One of the challenges facing medical writers is AI hallucination. AI hallucination is a phenomenon where the model output is fabricated and not grounded by either the provided context or world knowledge. This can be particularly problematic in clinical documentation. Imagine an AI referencing studies, clinical trials, or research papers that don't exist. The consequences of such hallucinations can be grave, leading to misinformation and potentially harmful decisions in medical practice.

Why AI Hallucination Happens


Training Data Limitations
: AI models are trained on extensive datasets available up to a specific cut-off date. When the model encounters topics with limited or inconsistent training data, it may "hallucinate" by generating content that sounds plausible but is inaccurate.

Ambiguous or Insufficient Input: Ambiguous or insufficient input undermines the AI’s ability to accurately understand and respond, often degrading output quality and leading to hallucinated content. Ensuring clear, specific, and sufficient input can greatly improve the quality and reliability of AI-generated outputs.

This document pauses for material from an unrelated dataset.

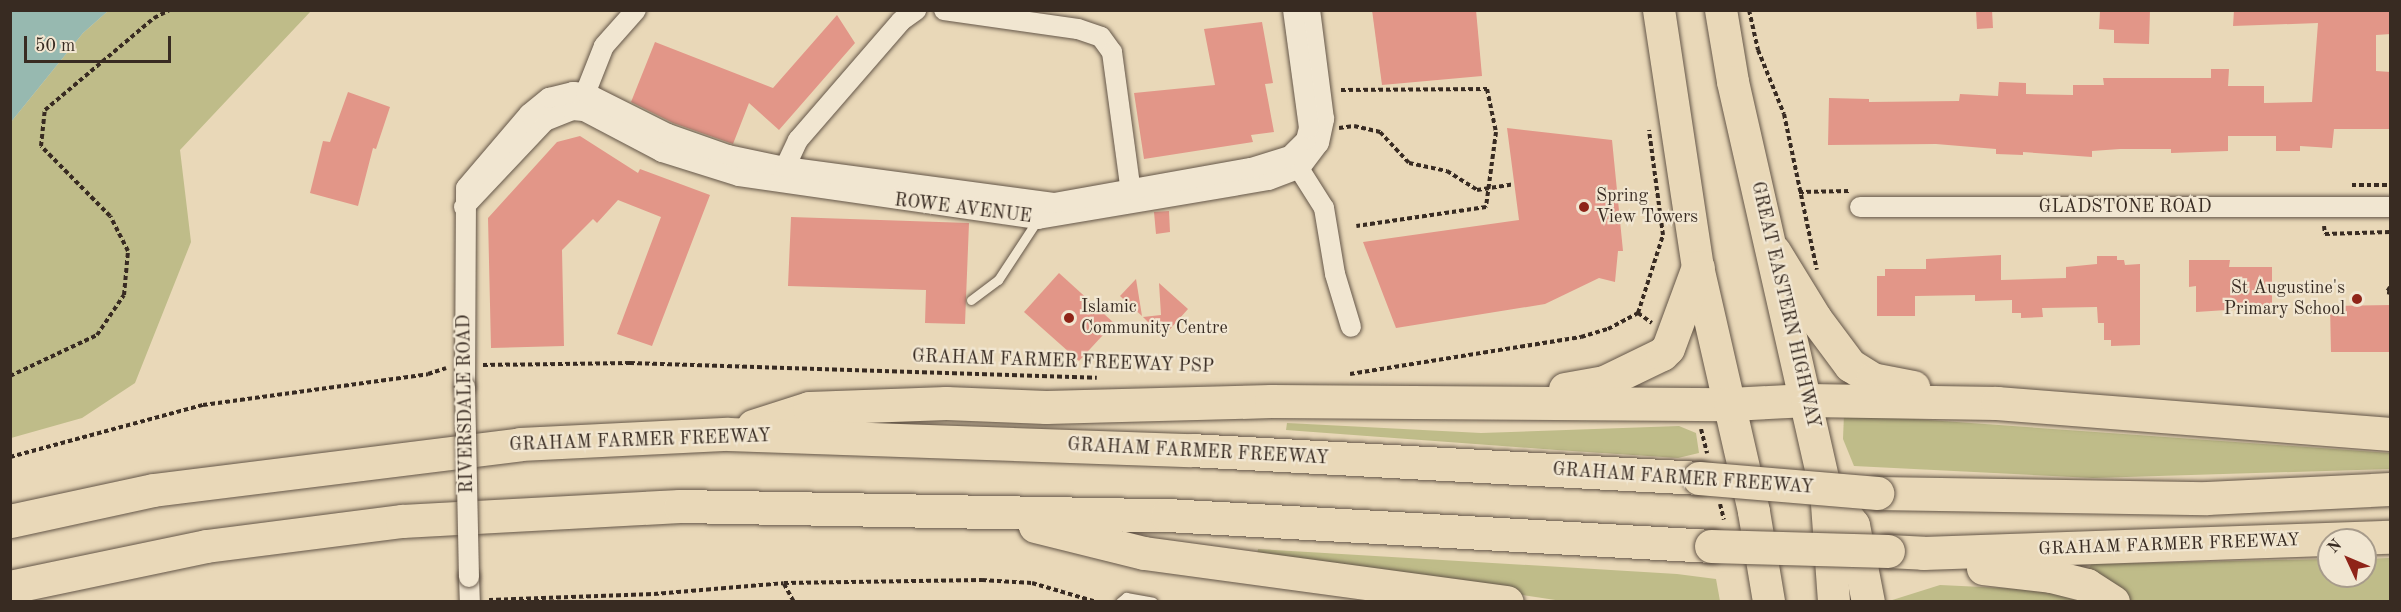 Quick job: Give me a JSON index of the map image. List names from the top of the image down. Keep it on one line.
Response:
{"streets":{"highway":["GREAT EASTERN HIGHWAY","GRAHAM FARMER FREEWAY"],"street":["GLADSTONE ROAD","ROWE AVENUE","RIVERSDALE ROAD"],"path":["GRAHAM FARMER FREEWAY PSP"]},"crossings":[["ROWE AVENUE","RIVERSDALE ROAD"]],"places":["Spring View Towers","St Augustine's Primary School","Islamic Community Centre"],"scale_bar":"50 m","north":"top left"}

Complexity of Medical Language: Medical writing often involves highly technical language, complex relationships between terms, and specific regulatory standards, which increases the risk of hallucination if the AI doesn't fully understand these intricacies. Unlike generic knowledge, the knowledge required for creating clinical documents is exclusive to related organizations or even study-specific.

Model Configuration: The default temperature of the Large Language Model (LLM) being used may dictate its creativity, which may not be configured by the end user. This can lead to more imaginative but less accurate outputs.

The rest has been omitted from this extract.